== Exercise ==
Your answer should be the data below, reproduced with nothing changed.

== Records to process ==
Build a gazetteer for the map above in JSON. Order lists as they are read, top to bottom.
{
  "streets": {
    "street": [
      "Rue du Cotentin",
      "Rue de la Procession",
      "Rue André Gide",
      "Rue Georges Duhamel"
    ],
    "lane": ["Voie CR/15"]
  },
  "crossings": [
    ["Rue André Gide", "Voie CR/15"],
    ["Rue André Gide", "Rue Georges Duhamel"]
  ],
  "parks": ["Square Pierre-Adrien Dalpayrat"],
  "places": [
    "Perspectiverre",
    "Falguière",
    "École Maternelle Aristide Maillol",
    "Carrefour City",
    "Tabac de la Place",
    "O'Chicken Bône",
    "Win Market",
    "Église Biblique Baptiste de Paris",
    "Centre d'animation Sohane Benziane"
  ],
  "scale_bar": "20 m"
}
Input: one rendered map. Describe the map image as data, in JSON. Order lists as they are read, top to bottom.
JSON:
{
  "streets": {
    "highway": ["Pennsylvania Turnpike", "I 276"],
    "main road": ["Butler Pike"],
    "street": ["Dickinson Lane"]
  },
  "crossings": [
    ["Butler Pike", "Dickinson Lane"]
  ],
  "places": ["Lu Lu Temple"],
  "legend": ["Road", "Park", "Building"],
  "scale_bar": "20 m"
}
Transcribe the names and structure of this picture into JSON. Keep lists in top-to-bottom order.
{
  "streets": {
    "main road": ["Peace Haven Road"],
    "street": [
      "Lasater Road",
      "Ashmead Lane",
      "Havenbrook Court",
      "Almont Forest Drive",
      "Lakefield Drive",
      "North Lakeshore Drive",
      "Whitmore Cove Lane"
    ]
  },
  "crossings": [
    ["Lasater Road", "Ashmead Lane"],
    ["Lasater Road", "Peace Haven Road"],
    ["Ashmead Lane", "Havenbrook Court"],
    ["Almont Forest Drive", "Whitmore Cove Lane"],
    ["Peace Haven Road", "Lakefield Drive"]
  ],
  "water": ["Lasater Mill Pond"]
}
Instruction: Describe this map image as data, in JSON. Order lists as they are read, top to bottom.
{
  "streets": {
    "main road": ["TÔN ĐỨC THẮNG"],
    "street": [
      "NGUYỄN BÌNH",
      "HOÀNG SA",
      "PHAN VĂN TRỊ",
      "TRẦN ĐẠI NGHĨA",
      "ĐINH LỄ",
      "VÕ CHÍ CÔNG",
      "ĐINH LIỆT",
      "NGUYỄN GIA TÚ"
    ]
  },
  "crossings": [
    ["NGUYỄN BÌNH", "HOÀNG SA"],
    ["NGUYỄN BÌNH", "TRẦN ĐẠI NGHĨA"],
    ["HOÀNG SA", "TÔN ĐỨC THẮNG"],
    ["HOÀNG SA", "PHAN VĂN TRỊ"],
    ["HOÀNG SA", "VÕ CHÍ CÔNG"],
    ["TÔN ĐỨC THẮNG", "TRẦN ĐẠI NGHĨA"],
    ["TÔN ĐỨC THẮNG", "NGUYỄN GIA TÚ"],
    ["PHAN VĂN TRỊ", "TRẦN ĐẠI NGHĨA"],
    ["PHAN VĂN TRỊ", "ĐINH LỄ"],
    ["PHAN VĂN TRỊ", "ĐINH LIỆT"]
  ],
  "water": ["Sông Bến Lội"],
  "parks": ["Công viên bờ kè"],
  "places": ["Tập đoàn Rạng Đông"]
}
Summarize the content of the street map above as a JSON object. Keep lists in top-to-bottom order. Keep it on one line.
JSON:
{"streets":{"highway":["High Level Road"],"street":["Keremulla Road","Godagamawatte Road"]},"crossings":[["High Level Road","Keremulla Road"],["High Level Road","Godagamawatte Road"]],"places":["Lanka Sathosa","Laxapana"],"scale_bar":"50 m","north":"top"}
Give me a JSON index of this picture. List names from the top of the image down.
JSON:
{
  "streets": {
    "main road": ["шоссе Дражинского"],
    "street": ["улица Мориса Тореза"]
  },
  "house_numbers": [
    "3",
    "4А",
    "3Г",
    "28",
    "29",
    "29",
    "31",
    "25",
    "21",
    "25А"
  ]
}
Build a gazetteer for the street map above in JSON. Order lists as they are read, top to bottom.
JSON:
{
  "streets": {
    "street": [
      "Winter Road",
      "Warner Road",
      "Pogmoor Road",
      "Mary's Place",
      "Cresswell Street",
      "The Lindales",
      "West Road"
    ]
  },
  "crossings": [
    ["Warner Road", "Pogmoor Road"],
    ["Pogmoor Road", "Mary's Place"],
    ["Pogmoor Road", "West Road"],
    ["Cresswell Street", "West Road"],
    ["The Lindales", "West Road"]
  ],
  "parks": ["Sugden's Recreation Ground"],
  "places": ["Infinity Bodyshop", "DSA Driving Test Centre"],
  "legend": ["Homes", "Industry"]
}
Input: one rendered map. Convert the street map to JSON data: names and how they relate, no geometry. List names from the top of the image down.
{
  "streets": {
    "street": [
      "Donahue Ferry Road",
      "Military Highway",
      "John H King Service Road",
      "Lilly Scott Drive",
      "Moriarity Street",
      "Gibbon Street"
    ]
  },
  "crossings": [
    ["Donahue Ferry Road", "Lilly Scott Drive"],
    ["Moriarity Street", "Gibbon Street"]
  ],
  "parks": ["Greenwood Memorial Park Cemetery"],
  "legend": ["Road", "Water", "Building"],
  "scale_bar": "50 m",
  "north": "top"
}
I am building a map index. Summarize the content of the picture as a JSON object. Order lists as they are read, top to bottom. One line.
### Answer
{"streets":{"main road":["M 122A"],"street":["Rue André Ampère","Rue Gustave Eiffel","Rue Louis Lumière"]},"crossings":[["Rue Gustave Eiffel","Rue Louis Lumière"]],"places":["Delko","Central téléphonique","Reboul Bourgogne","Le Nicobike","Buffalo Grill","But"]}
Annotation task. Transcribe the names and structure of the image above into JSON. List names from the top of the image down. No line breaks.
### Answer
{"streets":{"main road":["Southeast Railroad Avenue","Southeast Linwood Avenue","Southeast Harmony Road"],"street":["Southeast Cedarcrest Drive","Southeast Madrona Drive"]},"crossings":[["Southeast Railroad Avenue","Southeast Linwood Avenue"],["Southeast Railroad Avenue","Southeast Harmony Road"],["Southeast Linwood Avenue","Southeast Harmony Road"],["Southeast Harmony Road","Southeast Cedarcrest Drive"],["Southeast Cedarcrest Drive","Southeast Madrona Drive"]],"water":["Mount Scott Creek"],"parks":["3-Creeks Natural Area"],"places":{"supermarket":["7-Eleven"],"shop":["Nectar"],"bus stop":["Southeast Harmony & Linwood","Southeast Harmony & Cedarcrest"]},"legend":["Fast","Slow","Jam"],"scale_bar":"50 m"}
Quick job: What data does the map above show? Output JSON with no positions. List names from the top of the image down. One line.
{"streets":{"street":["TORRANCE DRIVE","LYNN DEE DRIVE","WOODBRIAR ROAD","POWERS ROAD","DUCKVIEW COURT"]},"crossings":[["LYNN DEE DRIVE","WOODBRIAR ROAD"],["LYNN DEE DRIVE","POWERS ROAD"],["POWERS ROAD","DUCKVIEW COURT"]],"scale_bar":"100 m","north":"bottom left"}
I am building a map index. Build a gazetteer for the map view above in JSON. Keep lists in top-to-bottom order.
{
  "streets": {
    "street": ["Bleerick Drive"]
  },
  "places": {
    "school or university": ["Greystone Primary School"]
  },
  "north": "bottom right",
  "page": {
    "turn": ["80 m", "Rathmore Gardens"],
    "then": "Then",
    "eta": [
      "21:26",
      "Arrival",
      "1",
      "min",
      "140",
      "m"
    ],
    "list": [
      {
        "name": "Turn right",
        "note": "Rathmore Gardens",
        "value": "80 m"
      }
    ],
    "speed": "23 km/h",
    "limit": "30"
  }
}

== Expected output ==
Build a gazetteer for the map above in JSON. Order lists as they are read, top to bottom.
{
  "streets": {
    "street": [
      "Rue du Cotentin",
      "Rue de la Procession",
      "Rue André Gide",
      "Rue Georges Duhamel"
    ],
    "lane": ["Voie CR/15"]
  },
  "crossings": [
    ["Rue André Gide", "Voie CR/15"],
    ["Rue André Gide", "Rue Georges Duhamel"]
  ],
  "parks": ["Square Pierre-Adrien Dalpayrat"],
  "places": [
    "Perspectiverre",
    "Falguière",
    "École Maternelle Aristide Maillol",
    "Carrefour City",
    "Tabac de la Place",
    "O'Chicken Bône",
    "Win Market",
    "Église Biblique Baptiste de Paris",
    "Centre d'animation Sohane Benziane"
  ],
  "scale_bar": "20 m"
}
Input: one rendered map. Describe the map image as data, in JSON. Order lists as they are read, top to bottom.
JSON:
{
  "streets": {
    "highway": ["Pennsylvania Turnpike", "I 276"],
    "main road": ["Butler Pike"],
    "street": ["Dickinson Lane"]
  },
  "crossings": [
    ["Butler Pike", "Dickinson Lane"]
  ],
  "places": ["Lu Lu Temple"],
  "legend": ["Road", "Park", "Building"],
  "scale_bar": "20 m"
}
Transcribe the names and structure of this picture into JSON. Keep lists in top-to-bottom order.
{
  "streets": {
    "main road": ["Peace Haven Road"],
    "street": [
      "Lasater Road",
      "Ashmead Lane",
      "Havenbrook Court",
      "Almont Forest Drive",
      "Lakefield Drive",
      "North Lakeshore Drive",
      "Whitmore Cove Lane"
    ]
  },
  "crossings": [
    ["Lasater Road", "Ashmead Lane"],
    ["Lasater Road", "Peace Haven Road"],
    ["Ashmead Lane", "Havenbrook Court"],
    ["Almont Forest Drive", "Whitmore Cove Lane"],
    ["Peace Haven Road", "Lakefield Drive"]
  ],
  "water": ["Lasater Mill Pond"]
}
Instruction: Describe this map image as data, in JSON. Order lists as they are read, top to bottom.
{
  "streets": {
    "main road": ["TÔN ĐỨC THẮNG"],
    "street": [
      "NGUYỄN BÌNH",
      "HOÀNG SA",
      "PHAN VĂN TRỊ",
      "TRẦN ĐẠI NGHĨA",
      "ĐINH LỄ",
      "VÕ CHÍ CÔNG",
      "ĐINH LIỆT",
      "NGUYỄN GIA TÚ"
    ]
  },
  "crossings": [
    ["NGUYỄN BÌNH", "HOÀNG SA"],
    ["NGUYỄN BÌNH", "TRẦN ĐẠI NGHĨA"],
    ["HOÀNG SA", "TÔN ĐỨC THẮNG"],
    ["HOÀNG SA", "PHAN VĂN TRỊ"],
    ["HOÀNG SA", "VÕ CHÍ CÔNG"],
    ["TÔN ĐỨC THẮNG", "TRẦN ĐẠI NGHĨA"],
    ["TÔN ĐỨC THẮNG", "NGUYỄN GIA TÚ"],
    ["PHAN VĂN TRỊ", "TRẦN ĐẠI NGHĨA"],
    ["PHAN VĂN TRỊ", "ĐINH LỄ"],
    ["PHAN VĂN TRỊ", "ĐINH LIỆT"]
  ],
  "water": ["Sông Bến Lội"],
  "parks": ["Công viên bờ kè"],
  "places": ["Tập đoàn Rạng Đông"]
}
Summarize the content of the street map above as a JSON object. Keep lists in top-to-bottom order. Keep it on one line.
JSON:
{"streets":{"highway":["High Level Road"],"street":["Keremulla Road","Godagamawatte Road"]},"crossings":[["High Level Road","Keremulla Road"],["High Level Road","Godagamawatte Road"]],"places":["Lanka Sathosa","Laxapana"],"scale_bar":"50 m","north":"top"}
Give me a JSON index of this picture. List names from the top of the image down.
JSON:
{
  "streets": {
    "main road": ["шоссе Дражинского"],
    "street": ["улица Мориса Тореза"]
  },
  "house_numbers": [
    "3",
    "4А",
    "3Г",
    "28",
    "29",
    "29",
    "31",
    "25",
    "21",
    "25А"
  ]
}
Build a gazetteer for the street map above in JSON. Order lists as they are read, top to bottom.
JSON:
{
  "streets": {
    "street": [
      "Winter Road",
      "Warner Road",
      "Pogmoor Road",
      "Mary's Place",
      "Cresswell Street",
      "The Lindales",
      "West Road"
    ]
  },
  "crossings": [
    ["Warner Road", "Pogmoor Road"],
    ["Pogmoor Road", "Mary's Place"],
    ["Pogmoor Road", "West Road"],
    ["Cresswell Street", "West Road"],
    ["The Lindales", "West Road"]
  ],
  "parks": ["Sugden's Recreation Ground"],
  "places": ["Infinity Bodyshop", "DSA Driving Test Centre"],
  "legend": ["Homes", "Industry"]
}
Input: one rendered map. Convert the street map to JSON data: names and how they relate, no geometry. List names from the top of the image down.
{
  "streets": {
    "street": [
      "Donahue Ferry Road",
      "Military Highway",
      "John H King Service Road",
      "Lilly Scott Drive",
      "Moriarity Street",
      "Gibbon Street"
    ]
  },
  "crossings": [
    ["Donahue Ferry Road", "Lilly Scott Drive"],
    ["Moriarity Street", "Gibbon Street"]
  ],
  "parks": ["Greenwood Memorial Park Cemetery"],
  "legend": ["Road", "Water", "Building"],
  "scale_bar": "50 m",
  "north": "top"
}
I am building a map index. Summarize the content of the picture as a JSON object. Order lists as they are read, top to bottom. One line.
### Answer
{"streets":{"main road":["M 122A"],"street":["Rue André Ampère","Rue Gustave Eiffel","Rue Louis Lumière"]},"crossings":[["Rue Gustave Eiffel","Rue Louis Lumière"]],"places":["Delko","Central téléphonique","Reboul Bourgogne","Le Nicobike","Buffalo Grill","But"]}
Annotation task. Transcribe the names and structure of the image above into JSON. List names from the top of the image down. No line breaks.
### Answer
{"streets":{"main road":["Southeast Railroad Avenue","Southeast Linwood Avenue","Southeast Harmony Road"],"street":["Southeast Cedarcrest Drive","Southeast Madrona Drive"]},"crossings":[["Southeast Railroad Avenue","Southeast Linwood Avenue"],["Southeast Railroad Avenue","Southeast Harmony Road"],["Southeast Linwood Avenue","Southeast Harmony Road"],["Southeast Harmony Road","Southeast Cedarcrest Drive"],["Southeast Cedarcrest Drive","Southeast Madrona Drive"]],"water":["Mount Scott Creek"],"parks":["3-Creeks Natural Area"],"places":{"supermarket":["7-Eleven"],"shop":["Nectar"],"bus stop":["Southeast Harmony & Linwood","Southeast Harmony & Cedarcrest"]},"legend":["Fast","Slow","Jam"],"scale_bar":"50 m"}
Quick job: What data does the map above show? Output JSON with no positions. List names from the top of the image down. One line.
{"streets":{"street":["TORRANCE DRIVE","LYNN DEE DRIVE","WOODBRIAR ROAD","POWERS ROAD","DUCKVIEW COURT"]},"crossings":[["LYNN DEE DRIVE","WOODBRIAR ROAD"],["LYNN DEE DRIVE","POWERS ROAD"],["POWERS ROAD","DUCKVIEW COURT"]],"scale_bar":"100 m","north":"bottom left"}
I am building a map index. Build a gazetteer for the map view above in JSON. Keep lists in top-to-bottom order.
{
  "streets": {
    "street": ["Bleerick Drive"]
  },
  "places": {
    "school or university": ["Greystone Primary School"]
  },
  "north": "bottom right",
  "page": {
    "turn": ["80 m", "Rathmore Gardens"],
    "then": "Then",
    "eta": [
      "21:26",
      "Arrival",
      "1",
      "min",
      "140",
      "m"
    ],
    "list": [
      {
        "name": "Turn right",
        "note": "Rathmore Gardens",
        "value": "80 m"
      }
    ],
    "speed": "23 km/h",
    "limit": "30"
  }
}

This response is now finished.